Wherever the string "overflow" occurs in a line of these records, report that line.

+++ SOURCE INFORMATION +++

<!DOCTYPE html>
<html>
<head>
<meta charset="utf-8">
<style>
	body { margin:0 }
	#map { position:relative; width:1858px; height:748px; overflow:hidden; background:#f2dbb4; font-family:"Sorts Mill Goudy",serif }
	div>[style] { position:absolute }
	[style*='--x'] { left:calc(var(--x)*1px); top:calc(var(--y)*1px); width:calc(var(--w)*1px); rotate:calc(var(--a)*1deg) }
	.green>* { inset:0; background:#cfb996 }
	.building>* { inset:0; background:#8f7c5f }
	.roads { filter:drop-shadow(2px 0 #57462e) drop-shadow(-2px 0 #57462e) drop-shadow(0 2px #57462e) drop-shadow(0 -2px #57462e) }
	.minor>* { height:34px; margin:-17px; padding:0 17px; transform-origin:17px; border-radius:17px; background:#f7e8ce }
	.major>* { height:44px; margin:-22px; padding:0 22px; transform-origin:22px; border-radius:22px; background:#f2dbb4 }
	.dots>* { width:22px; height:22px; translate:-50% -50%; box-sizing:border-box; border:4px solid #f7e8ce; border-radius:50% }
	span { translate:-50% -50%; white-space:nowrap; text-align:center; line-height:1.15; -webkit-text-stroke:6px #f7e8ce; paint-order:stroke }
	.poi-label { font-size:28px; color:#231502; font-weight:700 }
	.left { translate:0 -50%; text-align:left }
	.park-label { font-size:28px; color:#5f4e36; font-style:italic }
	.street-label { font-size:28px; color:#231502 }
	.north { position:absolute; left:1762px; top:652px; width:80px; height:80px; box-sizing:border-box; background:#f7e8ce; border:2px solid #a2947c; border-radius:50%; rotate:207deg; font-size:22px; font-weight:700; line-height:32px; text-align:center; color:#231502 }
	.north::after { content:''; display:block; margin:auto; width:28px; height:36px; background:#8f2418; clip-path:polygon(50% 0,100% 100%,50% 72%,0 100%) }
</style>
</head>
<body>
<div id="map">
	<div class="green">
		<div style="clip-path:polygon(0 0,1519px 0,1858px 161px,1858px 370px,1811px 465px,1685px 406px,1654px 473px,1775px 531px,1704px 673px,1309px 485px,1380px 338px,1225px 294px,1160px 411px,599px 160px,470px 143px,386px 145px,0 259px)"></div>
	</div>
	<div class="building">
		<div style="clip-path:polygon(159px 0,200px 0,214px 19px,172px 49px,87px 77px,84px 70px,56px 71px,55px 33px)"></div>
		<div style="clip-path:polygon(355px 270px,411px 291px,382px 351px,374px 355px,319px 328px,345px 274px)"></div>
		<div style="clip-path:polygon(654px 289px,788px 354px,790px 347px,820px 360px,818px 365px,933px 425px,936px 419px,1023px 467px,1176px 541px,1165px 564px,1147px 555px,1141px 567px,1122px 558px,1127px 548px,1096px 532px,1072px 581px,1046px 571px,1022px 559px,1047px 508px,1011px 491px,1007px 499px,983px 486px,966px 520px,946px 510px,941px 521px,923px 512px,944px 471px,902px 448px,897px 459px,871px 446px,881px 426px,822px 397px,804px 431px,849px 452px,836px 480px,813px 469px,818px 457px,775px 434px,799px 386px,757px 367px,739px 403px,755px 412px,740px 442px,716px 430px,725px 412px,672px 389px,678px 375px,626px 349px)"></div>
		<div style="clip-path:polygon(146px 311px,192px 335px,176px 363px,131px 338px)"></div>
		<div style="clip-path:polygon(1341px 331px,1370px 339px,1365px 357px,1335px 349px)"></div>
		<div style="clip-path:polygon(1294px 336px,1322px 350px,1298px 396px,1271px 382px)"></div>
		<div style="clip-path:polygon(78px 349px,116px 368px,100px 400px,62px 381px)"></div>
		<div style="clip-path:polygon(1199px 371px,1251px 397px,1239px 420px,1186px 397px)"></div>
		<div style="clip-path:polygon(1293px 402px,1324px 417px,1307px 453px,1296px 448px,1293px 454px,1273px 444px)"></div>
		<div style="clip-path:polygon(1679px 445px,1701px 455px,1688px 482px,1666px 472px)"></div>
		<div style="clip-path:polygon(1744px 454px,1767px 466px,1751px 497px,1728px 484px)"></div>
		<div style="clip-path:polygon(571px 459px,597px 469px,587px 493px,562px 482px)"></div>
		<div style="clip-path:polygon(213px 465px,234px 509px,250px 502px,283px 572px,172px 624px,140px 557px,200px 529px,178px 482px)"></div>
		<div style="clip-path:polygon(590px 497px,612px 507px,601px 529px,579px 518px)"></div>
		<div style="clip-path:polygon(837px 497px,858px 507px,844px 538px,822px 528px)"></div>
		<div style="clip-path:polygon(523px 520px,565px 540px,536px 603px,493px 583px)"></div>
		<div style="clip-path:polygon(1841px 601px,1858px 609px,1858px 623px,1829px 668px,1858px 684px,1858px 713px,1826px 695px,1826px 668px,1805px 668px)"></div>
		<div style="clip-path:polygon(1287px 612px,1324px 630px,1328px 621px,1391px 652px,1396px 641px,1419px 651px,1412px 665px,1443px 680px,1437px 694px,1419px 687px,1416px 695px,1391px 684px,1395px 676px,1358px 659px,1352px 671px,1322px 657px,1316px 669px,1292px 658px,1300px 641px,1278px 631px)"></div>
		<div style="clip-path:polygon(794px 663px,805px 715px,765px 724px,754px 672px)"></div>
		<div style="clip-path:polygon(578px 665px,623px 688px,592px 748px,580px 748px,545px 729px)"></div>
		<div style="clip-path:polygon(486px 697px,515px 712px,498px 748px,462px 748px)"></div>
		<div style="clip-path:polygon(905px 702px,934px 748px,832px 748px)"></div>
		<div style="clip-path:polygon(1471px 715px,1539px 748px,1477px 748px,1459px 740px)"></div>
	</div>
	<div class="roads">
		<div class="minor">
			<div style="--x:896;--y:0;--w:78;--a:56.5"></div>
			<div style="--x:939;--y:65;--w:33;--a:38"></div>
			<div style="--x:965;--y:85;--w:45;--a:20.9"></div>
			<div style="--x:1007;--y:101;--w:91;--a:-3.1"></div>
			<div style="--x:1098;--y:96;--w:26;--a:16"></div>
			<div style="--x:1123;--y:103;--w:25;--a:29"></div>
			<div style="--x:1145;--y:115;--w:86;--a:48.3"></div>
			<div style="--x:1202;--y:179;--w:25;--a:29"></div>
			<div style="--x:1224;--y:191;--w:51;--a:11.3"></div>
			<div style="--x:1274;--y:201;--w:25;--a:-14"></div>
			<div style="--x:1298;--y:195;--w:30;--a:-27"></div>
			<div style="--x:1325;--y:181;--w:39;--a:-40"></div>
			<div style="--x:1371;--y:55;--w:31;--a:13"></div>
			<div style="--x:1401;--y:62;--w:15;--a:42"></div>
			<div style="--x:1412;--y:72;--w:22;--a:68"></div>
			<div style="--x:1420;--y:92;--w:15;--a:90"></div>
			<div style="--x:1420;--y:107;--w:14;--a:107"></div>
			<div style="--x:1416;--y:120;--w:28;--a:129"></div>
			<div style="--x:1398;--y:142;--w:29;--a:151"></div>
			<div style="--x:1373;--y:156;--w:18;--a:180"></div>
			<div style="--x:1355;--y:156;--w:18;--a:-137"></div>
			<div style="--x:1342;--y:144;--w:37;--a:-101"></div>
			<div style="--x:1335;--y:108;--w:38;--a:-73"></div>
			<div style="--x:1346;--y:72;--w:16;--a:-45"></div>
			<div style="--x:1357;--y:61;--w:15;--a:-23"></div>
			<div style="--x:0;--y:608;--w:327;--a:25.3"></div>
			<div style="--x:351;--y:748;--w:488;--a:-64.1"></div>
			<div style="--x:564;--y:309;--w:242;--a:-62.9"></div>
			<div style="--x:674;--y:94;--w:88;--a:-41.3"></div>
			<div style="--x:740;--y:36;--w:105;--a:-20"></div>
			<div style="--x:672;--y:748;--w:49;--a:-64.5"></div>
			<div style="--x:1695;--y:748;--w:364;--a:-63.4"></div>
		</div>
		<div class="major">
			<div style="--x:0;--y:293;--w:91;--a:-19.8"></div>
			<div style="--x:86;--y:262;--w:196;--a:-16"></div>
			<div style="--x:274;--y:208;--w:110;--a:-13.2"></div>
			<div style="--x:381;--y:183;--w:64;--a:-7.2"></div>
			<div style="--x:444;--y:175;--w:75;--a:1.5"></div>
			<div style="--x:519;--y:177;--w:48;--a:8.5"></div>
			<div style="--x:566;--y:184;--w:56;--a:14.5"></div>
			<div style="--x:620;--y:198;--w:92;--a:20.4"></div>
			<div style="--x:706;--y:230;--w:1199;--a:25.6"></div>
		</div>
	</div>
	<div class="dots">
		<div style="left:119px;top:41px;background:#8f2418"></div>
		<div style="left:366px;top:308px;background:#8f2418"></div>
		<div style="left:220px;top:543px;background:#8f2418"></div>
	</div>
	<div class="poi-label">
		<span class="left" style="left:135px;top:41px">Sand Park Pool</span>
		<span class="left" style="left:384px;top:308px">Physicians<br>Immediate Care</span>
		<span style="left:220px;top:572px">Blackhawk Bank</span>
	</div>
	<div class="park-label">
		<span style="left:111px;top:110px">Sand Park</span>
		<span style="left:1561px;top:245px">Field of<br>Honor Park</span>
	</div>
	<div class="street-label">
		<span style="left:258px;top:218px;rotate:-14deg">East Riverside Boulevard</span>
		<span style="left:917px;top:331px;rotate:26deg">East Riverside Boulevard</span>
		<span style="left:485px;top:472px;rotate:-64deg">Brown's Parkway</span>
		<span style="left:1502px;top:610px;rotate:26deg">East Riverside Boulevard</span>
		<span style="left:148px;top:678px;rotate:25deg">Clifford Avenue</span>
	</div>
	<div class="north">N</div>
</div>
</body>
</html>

+++
+++ SOURCE INFORMATION +++

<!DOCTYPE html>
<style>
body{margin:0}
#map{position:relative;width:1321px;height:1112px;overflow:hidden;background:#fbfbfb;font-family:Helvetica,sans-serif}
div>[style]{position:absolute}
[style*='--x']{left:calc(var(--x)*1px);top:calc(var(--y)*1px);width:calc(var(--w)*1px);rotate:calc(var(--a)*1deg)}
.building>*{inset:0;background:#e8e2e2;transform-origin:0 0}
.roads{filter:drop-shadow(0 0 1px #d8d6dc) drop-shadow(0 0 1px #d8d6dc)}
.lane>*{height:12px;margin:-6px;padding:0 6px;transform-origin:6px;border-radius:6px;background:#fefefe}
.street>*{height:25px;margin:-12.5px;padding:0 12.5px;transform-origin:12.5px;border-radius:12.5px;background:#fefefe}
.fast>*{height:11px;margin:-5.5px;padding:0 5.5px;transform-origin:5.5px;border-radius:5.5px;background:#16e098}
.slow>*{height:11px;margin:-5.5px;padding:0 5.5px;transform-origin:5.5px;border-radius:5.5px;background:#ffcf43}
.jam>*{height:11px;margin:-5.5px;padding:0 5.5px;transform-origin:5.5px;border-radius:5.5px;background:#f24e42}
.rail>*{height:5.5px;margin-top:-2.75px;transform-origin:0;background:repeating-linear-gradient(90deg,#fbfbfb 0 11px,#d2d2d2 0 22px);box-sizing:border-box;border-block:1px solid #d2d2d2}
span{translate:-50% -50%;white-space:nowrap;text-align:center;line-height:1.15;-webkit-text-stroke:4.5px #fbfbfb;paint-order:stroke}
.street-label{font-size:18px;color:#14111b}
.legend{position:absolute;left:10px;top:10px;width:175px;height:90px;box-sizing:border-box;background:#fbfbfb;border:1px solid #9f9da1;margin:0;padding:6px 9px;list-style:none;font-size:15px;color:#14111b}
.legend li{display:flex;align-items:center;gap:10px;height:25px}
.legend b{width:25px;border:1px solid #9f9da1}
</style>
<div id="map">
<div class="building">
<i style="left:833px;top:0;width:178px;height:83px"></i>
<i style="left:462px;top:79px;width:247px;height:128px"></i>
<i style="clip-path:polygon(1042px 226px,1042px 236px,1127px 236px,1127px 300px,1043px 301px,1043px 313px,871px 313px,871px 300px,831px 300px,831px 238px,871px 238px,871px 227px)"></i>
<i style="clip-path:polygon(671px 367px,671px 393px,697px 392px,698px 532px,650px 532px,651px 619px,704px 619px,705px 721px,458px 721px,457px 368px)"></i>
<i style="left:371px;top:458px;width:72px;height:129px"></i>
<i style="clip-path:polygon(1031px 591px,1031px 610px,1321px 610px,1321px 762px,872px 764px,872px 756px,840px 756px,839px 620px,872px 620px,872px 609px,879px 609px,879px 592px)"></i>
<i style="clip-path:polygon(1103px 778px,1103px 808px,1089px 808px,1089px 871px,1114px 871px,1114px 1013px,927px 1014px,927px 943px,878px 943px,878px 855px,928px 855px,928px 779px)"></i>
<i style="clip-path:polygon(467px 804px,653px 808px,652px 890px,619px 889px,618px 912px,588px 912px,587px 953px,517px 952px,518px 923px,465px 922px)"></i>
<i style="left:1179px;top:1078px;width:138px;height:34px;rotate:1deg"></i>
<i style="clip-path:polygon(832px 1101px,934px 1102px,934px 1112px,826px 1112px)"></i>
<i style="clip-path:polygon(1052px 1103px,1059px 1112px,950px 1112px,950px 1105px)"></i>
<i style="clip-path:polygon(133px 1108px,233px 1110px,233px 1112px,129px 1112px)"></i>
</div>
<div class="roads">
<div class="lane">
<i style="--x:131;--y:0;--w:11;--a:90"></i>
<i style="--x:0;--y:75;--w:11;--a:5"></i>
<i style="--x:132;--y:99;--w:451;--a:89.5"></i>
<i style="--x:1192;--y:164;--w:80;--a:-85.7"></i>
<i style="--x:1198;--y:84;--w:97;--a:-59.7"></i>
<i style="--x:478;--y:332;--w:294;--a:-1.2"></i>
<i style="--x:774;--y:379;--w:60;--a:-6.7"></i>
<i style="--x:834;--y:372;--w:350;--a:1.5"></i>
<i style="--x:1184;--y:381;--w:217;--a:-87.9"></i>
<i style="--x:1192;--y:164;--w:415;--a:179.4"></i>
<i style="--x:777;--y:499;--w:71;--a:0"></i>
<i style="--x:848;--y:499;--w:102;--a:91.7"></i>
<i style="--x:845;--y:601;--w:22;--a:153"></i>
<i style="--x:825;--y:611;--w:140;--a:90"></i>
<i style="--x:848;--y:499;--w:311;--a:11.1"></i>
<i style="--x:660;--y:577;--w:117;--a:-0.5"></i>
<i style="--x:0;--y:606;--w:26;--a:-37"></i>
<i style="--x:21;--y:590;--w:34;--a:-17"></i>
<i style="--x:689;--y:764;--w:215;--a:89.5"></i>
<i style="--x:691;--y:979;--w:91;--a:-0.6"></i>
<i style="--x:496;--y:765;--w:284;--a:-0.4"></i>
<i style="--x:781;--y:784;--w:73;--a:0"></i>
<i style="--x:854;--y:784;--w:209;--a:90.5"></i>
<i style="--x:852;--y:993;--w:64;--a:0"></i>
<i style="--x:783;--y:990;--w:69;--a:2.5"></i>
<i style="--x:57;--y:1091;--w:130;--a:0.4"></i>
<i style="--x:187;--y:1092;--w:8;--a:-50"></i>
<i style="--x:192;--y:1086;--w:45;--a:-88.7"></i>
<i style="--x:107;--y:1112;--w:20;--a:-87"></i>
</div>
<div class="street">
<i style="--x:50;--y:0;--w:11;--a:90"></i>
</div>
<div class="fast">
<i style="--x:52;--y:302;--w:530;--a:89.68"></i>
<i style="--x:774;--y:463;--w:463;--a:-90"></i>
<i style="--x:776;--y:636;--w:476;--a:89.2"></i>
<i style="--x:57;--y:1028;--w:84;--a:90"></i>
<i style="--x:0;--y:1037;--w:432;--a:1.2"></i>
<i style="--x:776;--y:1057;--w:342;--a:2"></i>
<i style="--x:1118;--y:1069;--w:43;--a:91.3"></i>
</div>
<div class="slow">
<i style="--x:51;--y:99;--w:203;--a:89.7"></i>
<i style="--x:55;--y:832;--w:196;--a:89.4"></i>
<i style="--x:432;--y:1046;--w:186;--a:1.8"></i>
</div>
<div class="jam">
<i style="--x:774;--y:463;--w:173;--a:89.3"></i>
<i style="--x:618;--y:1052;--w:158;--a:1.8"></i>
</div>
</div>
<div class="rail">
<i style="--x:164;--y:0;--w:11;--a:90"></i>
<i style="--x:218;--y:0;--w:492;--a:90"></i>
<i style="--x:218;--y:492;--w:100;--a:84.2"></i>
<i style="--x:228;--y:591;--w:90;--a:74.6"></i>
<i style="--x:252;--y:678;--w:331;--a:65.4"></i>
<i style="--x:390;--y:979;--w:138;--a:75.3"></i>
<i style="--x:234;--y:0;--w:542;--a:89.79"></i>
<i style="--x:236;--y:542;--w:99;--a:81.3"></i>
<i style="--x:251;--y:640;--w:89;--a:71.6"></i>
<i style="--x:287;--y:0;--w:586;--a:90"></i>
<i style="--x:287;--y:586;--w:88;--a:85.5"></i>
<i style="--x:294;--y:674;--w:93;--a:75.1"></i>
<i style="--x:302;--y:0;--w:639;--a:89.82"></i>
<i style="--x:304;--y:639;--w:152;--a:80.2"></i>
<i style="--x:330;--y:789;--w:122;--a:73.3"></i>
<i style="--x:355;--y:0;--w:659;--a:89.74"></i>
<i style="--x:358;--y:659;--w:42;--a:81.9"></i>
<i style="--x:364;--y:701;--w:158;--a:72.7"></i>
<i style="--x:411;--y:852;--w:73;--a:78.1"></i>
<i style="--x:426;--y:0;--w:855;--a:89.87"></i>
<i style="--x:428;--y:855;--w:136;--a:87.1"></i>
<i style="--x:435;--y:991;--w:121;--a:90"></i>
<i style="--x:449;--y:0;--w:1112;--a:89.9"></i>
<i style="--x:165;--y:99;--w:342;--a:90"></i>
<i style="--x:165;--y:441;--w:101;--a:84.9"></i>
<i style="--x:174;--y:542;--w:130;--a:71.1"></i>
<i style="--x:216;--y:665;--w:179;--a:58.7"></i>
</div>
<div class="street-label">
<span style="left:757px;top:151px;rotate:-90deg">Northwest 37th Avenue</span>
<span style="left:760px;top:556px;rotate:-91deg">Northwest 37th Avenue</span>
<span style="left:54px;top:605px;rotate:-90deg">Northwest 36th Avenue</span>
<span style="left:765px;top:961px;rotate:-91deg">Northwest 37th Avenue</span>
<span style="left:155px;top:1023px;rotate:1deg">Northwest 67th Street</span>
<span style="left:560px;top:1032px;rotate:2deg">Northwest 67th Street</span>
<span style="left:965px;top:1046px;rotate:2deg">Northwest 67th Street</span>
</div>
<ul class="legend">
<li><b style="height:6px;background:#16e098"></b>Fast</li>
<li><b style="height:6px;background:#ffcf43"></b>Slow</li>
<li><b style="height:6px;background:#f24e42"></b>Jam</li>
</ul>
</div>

+++

### REPLY TO THE TASK
	#map { position:relative; width:1858px; height:748px; overflow:hidden; background:#f2dbb4; font-family:"Sorts Mill Goudy",serif }
#map{position:relative;width:1321px;height:1112px;overflow:hidden;background:#fbfbfb;font-family:Helvetica,sans-serif}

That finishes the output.